Le pouvoir de cette phrase, c’est que par sa simplicité grossière, elle gagne aisément les esprits. Elle aspire les fantasmes et la peur. L’idée que les frontières soient closes et que les États chassent les réfugié·es en rassure certain·es. L’immigration serait une menace sans pareille, et les gens en viennent à surévaluer le nombre de personnes immigrées dans le pays par rapport à ce qu’il en est réellement. Et cette formule, « On ne peut pas accueillir toute la misère du monde », se présente comme le couperet qui viendrait mettre une fin prématurée à toute discussion à ce sujet.

Ce n’est évidemment pas aussi simple. Mais pour démonter ce discours, il faut tout de même disposer de quelques outils – un peu comme avec les fake news, qui peuvent très bien se baser sur une unique affirmation pour faire l’effet d’une bombe, alors qu’il faudra ensuite user de recherches et d’explications intelligibles pour les défaire. Et l’exercice peut-être frustrant quand l’affirmation est chargée de mauvaise foi rhétorique et de fourberies sémantiques, en plus d’être simplement fausse. Il y a donc des choses à contextualiser, et les outils démystificateurs Tevanian et Stevens les donnent dans leur livre.
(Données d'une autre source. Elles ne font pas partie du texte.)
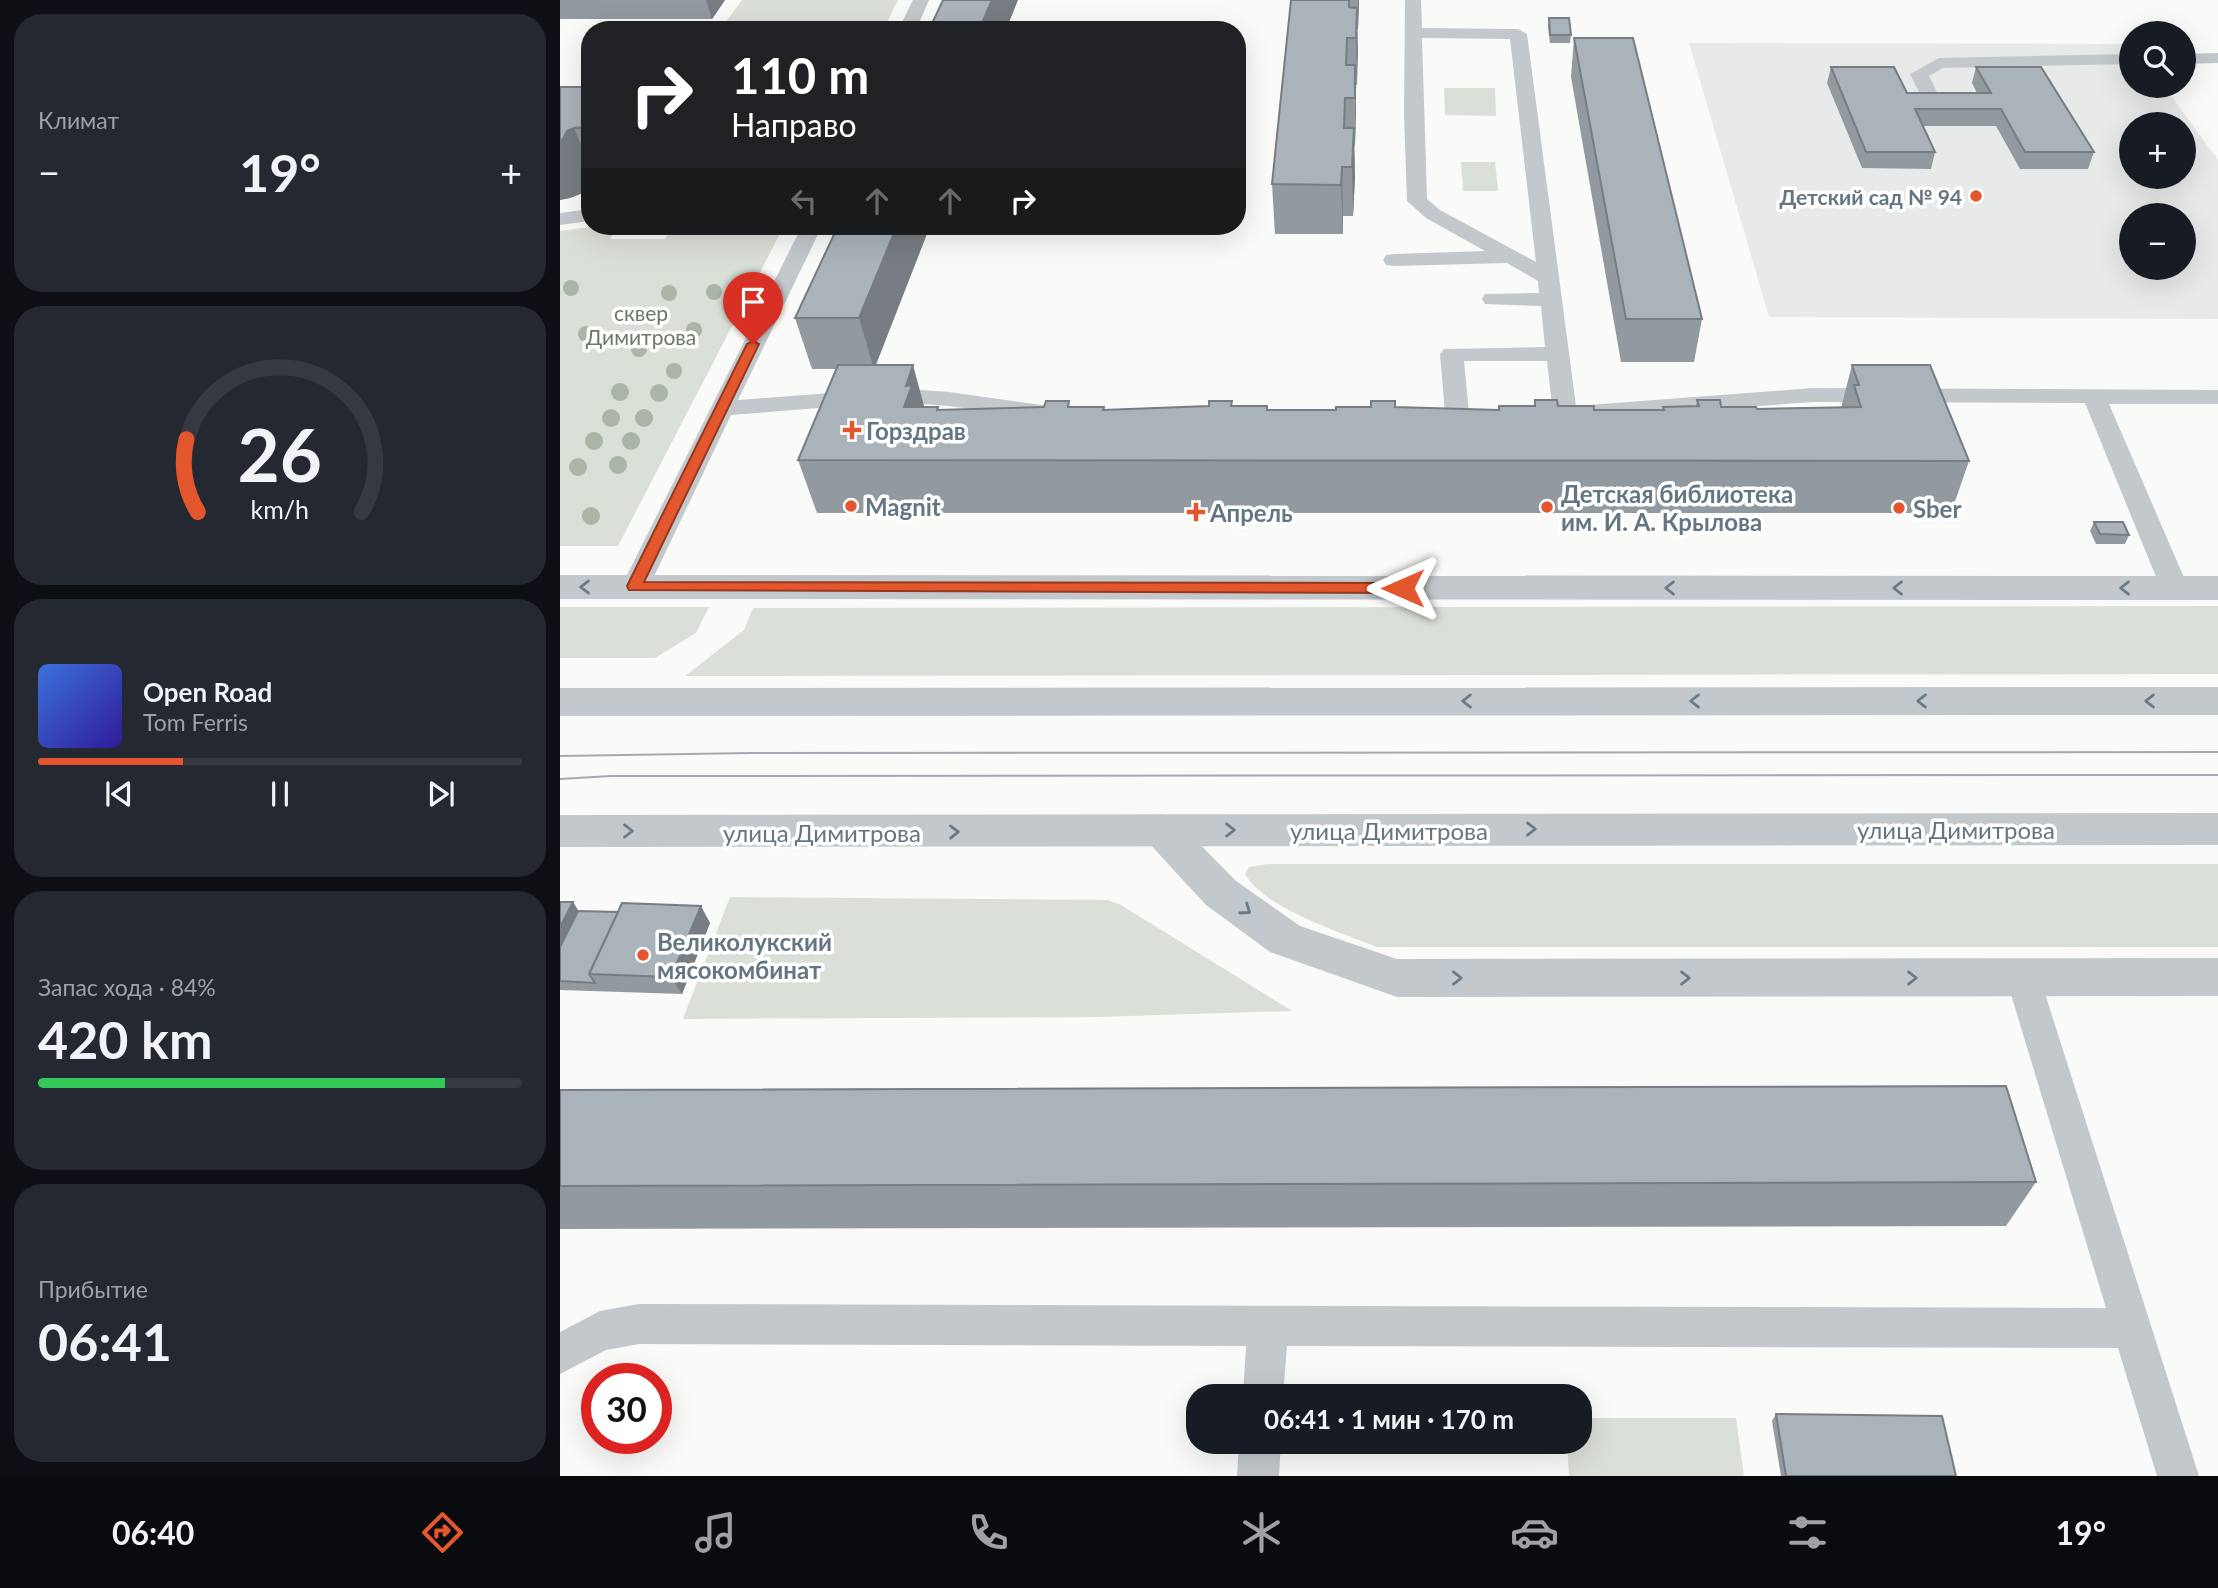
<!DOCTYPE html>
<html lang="ru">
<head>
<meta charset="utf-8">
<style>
  :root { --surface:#171b24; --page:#242831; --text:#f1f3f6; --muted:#9ea1a6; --line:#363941; --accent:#e4572e }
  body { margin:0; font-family:Lato,sans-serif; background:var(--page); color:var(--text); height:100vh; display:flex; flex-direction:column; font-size:26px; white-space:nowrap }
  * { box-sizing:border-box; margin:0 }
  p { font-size:23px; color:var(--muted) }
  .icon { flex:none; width:38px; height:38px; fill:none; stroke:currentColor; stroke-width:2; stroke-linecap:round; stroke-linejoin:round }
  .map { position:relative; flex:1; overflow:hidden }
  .details { display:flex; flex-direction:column; gap:14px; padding:14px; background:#0d0f14; width:560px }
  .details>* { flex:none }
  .guide { position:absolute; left:21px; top:21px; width:665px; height:214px; border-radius:28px; box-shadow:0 7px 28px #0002; background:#202124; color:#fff; overflow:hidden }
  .controls { position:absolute; left:1559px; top:21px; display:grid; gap:14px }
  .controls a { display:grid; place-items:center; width:77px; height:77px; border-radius:50%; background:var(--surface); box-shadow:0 7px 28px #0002; font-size:35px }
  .speed { position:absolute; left:21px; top:1363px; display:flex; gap:14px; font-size:35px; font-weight:700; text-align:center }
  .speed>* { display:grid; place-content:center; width:91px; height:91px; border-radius:50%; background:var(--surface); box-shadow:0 7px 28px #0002; line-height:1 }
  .speed .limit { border:10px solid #d22; background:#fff; color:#111 }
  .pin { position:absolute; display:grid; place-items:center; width:60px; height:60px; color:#fff; margin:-72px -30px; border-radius:50% 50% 50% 0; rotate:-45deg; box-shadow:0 0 7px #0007 }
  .pin .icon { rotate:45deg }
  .me { position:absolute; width:77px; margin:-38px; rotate:270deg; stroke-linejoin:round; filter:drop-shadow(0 0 5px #0008) }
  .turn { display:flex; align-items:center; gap:24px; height:147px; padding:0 35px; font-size:32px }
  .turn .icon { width:91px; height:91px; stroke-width:2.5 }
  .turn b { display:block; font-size:49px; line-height:60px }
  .lanes { display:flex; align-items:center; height:66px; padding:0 35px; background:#0003; justify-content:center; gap:35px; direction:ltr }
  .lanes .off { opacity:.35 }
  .big { font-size:52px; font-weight:700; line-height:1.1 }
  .details .widget { flex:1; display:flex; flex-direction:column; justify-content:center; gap:10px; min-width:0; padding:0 24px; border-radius:28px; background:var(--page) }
  .details .dial { align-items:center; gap:0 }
  .dial svg { height:182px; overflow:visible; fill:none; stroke:var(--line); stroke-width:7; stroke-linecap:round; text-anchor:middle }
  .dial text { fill:var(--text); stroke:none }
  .song { display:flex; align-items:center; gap:21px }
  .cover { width:84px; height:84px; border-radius:10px; background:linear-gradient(135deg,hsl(220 70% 55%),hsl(250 70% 35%)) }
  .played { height:7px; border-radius:4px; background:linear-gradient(90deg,var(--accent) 30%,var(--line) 30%) }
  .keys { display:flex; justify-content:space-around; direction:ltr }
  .heat { display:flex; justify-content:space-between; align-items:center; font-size:38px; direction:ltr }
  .charge { height:10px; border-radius:5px; background:linear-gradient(90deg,#34c759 84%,var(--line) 0) }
  .trip { position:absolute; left:626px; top:1384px; width:406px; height:70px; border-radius:28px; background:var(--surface); box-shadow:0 7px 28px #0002; font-weight:700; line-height:70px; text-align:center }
  .tabs { display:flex; height:112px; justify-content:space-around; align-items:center; background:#090b0e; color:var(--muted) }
  .tabs .icon { width:49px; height:49px }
  .tabs .current { color:var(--accent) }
  .tabs b { font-size:32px; color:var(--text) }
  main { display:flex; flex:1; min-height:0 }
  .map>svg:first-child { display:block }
</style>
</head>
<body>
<main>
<section class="details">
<div class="widget"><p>Климат</p>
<div class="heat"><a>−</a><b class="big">19°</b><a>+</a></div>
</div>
<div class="widget dial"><svg viewBox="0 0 100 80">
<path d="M14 69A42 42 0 1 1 86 69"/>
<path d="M14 69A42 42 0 0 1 9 37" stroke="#e4572e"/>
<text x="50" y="56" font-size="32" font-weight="700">26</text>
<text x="50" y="72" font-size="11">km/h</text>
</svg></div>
<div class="widget">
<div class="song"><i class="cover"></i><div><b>Open Road</b><p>Tom Ferris</p></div></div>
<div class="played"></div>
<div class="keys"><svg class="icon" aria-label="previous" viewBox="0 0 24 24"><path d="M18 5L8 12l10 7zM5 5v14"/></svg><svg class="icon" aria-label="pause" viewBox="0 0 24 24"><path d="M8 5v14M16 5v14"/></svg><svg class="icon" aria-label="next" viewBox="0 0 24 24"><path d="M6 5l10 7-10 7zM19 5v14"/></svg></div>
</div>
<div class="widget"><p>Запас хода · 84%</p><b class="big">420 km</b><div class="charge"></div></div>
<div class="widget"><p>Прибытие</p><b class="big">06:41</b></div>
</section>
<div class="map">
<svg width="1658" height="1476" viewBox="0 0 1658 1476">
  <rect width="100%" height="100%" fill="#fafaf8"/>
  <path fill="#e8e9e9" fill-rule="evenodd" d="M1129,43L1571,44L1572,86H1604L1658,160V319L1209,317ZM1572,124H1624V177H1572ZM1572,215H1624V268H1572Z"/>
  <g fill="#dadfd7">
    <path d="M182,0H338L323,30H160Z"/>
    <path d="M884,88H935L936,116L885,115Z"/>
    <path d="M901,162H935L938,191H903Z"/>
    <path d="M38,226H57L50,239H105L114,226H224L58,546H0V231Z"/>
    <path d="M1658,606V674L125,676L184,630L193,608Z"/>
    <path d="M0,607H149L136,633L95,658H0Z"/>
    <path d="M708,864H1658V947H817C780,932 705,909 685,874L689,867Z"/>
    <path d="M170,897L548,900L561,905L732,1011L536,1017L123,1019Z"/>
    <path d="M1020,1418H1176L1184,1476H1009L1007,1442H1020Z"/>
  </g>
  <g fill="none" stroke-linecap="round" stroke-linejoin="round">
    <g fill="#c3c8cc" fill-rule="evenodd">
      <path d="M353,0H369L356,30H338Z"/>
      <path d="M845,0H861L862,28L958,29L967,34L1016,406L1253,388L1658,390V404H1549L1629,589L1625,596L1615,598L1605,596L1601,589L1525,403L1253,402L1021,419C1012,417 1006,420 996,418L993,413L987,361H904L909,413L906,418L897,420L888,418L885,413L880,354L884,349L985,347L981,306L925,304L922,299L925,294L979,293L978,281L947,263L834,266L826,265L823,260L826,255L834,254L925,251L866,218L847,201L844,115ZM862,38L950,39L976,262L880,210L867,199Z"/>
      <path d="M1658,53V63L1624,64V54Z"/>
      <path d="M1572,54V64L1383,68L1369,76L1380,98L1371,104L1364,102L1350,74L1379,58Z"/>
      <path d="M30,209V221L0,225V213Z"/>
      <path d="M242,226H262L178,400L335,388L389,392L489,406L498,408L501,413L498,418L489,420L389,406L335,402L171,415L89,587L85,593L75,596L65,593L61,587Z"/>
      <path d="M1463,964L1475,968L1480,978L1639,1476H1597L1558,1348L727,1346L723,1396H683L686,1346L79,1344L46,1350L0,1374V1332L40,1311L79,1304L1546,1308L1446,978L1451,968Z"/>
      <path d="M679,1442H721L719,1476H677Z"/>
    </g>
    <g fill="#c3c8cc" fill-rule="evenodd">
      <path d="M0,575L1658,576V600L0,599Z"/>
      <path d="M601,814L615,819L676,881L740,926L837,959L1658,958V996L837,997L710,952L646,905L587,841L581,830L587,819Z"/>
    </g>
    <g fill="#c3c8cc" fill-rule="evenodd">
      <path d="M1658,687V715L0,716V688Z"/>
      <path d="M1658,813V845L0,847V815Z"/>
    </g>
    <g stroke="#a2aab0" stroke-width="2">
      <path d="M0,756L191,753L1658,752"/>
      <path d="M0,779L51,776L1658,775"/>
    </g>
  </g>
  <g fill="#aab4a7">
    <circle cx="11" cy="288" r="8"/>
    <circle cx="154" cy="292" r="8"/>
    <circle cx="109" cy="293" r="8"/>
    <circle cx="134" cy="330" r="8"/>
    <circle cx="26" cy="334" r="8"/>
    <circle cx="79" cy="349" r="8"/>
    <circle cx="114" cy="371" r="8"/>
    <circle cx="60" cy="392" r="9"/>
    <circle cx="99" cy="393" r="9"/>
    <circle cx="51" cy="418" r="9"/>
    <circle cx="84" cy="418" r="9"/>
    <circle cx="34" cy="441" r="9"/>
    <circle cx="71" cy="441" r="9"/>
    <circle cx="58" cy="465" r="9"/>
    <circle cx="18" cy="467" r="9"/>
    <circle cx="31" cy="516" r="9"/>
  </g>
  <g fill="#929a9f">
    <path d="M0,0H165L152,19H0Z"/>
    <path d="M731,0H799L798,29H797V85H796L795,146H794L795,177L793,216H783V234H715L712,184Z"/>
    <path d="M989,18L1011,35L1010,43H990L988,26Z"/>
    <path d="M1014,38L1142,319L1134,362H1061L1011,77Z"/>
    <path d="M1271,67L1347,93H1417L1412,83L1416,67L1534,152L1528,169H1460L1436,126H1363L1375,152L1371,169L1302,168L1267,83Z"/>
    <path d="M0,87H30V183L25,192L10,198L0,200Z"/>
    <path d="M278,226H370L316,365L365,407H378L379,410L510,407L544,410L672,406L707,410H776L835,407L939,410L974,406L975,400L998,406L1034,410H1103V407L1136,406L1137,400L1161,407L1197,409L1281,408L1292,365L1409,461L1391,513H257L238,460L276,369H252L235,318Z"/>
    <path d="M1534,522L1569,535L1565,544H1536L1530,531Z"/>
    <path d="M0,902H13L18,911L150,923L122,994L0,990Z"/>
    <path d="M0,1090L1476,1182L1446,1226L0,1229Z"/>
    <path d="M1216,1414L1396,1476H1221L1212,1421Z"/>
  </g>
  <g fill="#777d82">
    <path d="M146,0H165L152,19Z"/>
    <path d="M432,0H458L446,30H419Z"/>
    <path d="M798,0L799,1L798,29Z"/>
    <path d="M797,8L798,53L797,85L796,38Z"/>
    <path d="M795,65L796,112L795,146Z"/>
    <path d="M14,128L30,166V183L25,192L10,198L0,200V141L7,131Z"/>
    <path d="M794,128L795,177L793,216L792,167Z"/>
    <path d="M782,167L783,216V234L781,185Z"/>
    <path d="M337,226H370L314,369L299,318Z"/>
    <path d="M353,365L367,417L344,407L346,386Z"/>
    <path d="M13,902L24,920L0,969V927Z"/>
    <path d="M141,906L150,923L122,994L111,977Z"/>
  </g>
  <g fill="#aab3b9" stroke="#777d82" stroke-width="2">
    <path d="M383,0H432L419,30H369Z"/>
    <path d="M731,0H789V7L797,8L796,38H787L786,65H795V98H785L784,128H794L792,167H782L781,185L712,184Z"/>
    <path d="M989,18H1009L1011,35H990Z"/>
    <path d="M1014,38H1073L1142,319H1066Z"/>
    <path d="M1271,67H1334L1347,93H1431L1416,67H1481L1534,152H1465L1441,109H1355L1375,152H1306Z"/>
    <path d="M0,87H30V127L14,128L7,131L3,139L0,141Z"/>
    <path d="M278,226H337L299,318H235Z"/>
    <path d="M278,365H353L346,386L352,385L344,407H378L377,410L484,407L486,401H509L508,407H544L543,410L649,406V401H672L671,406H707V410H776V407H811V401H835V407L939,410V406H975V400H997L998,406H1034V410H1104L1103,407L1139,406L1137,400H1160L1161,407H1196L1197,409L1301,407L1294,385H1299L1292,365H1370L1409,461L238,460Z"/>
    <path d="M1534,522H1563L1569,535L1540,534Z"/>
    <path d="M0,902H13L0,927Z"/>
    <path d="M62,903L141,906L111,977L29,974Z"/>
    <path d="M18,911L58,912L29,974L35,983L0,981V947Z"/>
    <path d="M1446,1086L1476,1182L0,1186V1090Z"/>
    <path d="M1216,1414L1382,1416L1396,1476H1226Z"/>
  </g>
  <defs><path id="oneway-chevron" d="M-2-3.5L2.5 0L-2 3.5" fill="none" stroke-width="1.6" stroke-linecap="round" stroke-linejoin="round" transform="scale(1.75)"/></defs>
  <g stroke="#6a7a87">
    <use href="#oneway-chevron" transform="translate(25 587) rotate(180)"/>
    <use href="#oneway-chevron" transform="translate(1110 588) rotate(-180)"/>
    <use href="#oneway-chevron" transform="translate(1338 588) rotate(-180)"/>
    <use href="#oneway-chevron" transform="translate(1565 588) rotate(-180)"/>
    <use href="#oneway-chevron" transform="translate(907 701) rotate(-180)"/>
    <use href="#oneway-chevron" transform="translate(1135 701) rotate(-180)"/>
    <use href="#oneway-chevron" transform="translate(1362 701) rotate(-180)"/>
    <use href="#oneway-chevron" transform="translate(1590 701) rotate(-180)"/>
    <use href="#oneway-chevron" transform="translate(971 829)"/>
    <use href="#oneway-chevron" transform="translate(670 830)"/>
    <use href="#oneway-chevron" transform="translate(68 831)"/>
    <use href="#oneway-chevron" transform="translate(394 832) rotate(-1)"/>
    <use href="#oneway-chevron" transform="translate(686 910) rotate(35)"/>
    <use href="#oneway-chevron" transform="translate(897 978)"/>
    <use href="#oneway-chevron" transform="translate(1125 978)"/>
    <use href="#oneway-chevron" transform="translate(1352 978)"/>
  </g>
  <path fill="#e4572e" stroke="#94391e" stroke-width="2" d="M193,341L199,344L84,582L843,583L850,588L843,593L69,590L67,586L187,344Z"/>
  <g fill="#e4572e" stroke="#fff" stroke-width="2.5">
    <circle cx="1416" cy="196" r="7"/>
    <path d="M288.5 419.5h7v7h7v7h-7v7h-7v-7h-7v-7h7z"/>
    <circle cx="291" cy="506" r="7"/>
    <circle cx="987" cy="507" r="7"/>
    <circle cx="1339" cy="508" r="7"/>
    <path d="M632.5 501.5h7v7h7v7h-7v7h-7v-7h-7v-7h7z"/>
    <circle cx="83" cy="955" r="7"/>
  </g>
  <g text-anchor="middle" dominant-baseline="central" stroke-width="7" stroke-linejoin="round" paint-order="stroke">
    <g font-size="21" font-weight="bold" fill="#657683" stroke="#fff" text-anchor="end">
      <text x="1402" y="196">Детский сад № 94</text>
    </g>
    <g font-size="21" fill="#687a64" stroke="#fff">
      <text x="81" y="312">сквер<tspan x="81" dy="24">Димитрова</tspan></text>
    </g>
    <g font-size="24" font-weight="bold" fill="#657683" stroke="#fff" text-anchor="start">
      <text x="306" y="430">Горздрав</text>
      <text x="1001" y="493">Детская библиотека<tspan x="1001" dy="28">им. И. А. Крылова</tspan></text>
      <text x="305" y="506">Magnit</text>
      <text x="1353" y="508">Sber</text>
      <text x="650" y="512">Апрель</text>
      <text x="97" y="941">Великолукский<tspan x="97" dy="28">мясокомбинат</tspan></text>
    </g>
    <g font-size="24" fill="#657683" stroke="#fff">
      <text x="1396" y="829">улица Димитрова</text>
      <text x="829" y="830">улица Димитрова</text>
      <text x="262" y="832">улица Димитрова</text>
    </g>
  </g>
</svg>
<div class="controls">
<a><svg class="icon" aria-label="search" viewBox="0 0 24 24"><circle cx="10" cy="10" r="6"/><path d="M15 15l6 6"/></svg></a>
<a>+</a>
<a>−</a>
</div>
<div class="speed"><div class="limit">30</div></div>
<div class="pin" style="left:193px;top:344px;background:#d93025"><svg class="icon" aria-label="arrive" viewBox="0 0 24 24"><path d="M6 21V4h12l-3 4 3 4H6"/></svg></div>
<svg class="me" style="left:843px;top:588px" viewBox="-20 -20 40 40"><path d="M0-17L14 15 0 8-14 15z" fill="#e4572e" stroke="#fff" stroke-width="4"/></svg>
<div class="trip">06:41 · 1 мин · 170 m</div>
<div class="guide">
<div class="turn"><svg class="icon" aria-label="right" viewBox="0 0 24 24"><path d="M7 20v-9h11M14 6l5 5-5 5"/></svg><div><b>110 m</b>Направо</div></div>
<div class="lanes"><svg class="icon off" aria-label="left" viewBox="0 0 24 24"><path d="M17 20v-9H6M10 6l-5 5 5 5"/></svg><svg class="icon off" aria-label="ahead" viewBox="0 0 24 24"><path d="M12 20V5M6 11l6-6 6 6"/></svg><svg class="icon off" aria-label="ahead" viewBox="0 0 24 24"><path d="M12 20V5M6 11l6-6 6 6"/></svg><svg class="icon" aria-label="right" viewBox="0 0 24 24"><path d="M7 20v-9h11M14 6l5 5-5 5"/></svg></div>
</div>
</div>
</main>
<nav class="tabs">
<b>06:40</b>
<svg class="icon current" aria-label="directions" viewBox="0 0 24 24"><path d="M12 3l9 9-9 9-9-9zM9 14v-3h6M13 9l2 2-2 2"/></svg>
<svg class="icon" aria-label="music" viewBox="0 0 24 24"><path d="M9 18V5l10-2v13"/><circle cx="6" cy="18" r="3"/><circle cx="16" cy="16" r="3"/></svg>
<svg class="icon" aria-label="phone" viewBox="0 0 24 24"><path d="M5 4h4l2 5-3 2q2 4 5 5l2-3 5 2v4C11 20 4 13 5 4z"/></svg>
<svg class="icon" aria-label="climate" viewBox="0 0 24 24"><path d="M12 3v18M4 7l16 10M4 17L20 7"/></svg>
<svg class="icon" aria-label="car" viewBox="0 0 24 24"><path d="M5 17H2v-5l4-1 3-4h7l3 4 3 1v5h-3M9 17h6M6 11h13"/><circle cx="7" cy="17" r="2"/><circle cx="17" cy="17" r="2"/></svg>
<svg class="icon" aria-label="filters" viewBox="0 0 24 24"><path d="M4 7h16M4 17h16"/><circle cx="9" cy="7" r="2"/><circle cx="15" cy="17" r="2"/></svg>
<b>19°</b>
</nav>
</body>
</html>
Chiffres à l’appui, les deux auteurs mentionnent notamment la carotte derrière l’excuse du manque de moyens financiers dont disposent les (riches) pays d’Europe. Comme c’est parfois le cas concernant d’autres fléaux, il est en fait ici question de détournement. C’est le même mécanisme qu’on peut retrouver quand on pointe du doigt les chômeur·ses comme responsables du trou dans les caisses de l’État, alors qu’on ferme les yeux sur ce que l’évasion fiscale (et autres filouteries apparentées) provoquent comme manque à gagner pour la société. Concernant les migrations, une récente étude de l’OCDE (L’Organisation de coopération et de développement économiques) avance même que « dans tous les pays, la contribution des immigré·es sous la forme d’impôts et de cotisations est supérieure aux dépenses que les pays consacrent à leur protection sociale, leur santé et leur éducation ».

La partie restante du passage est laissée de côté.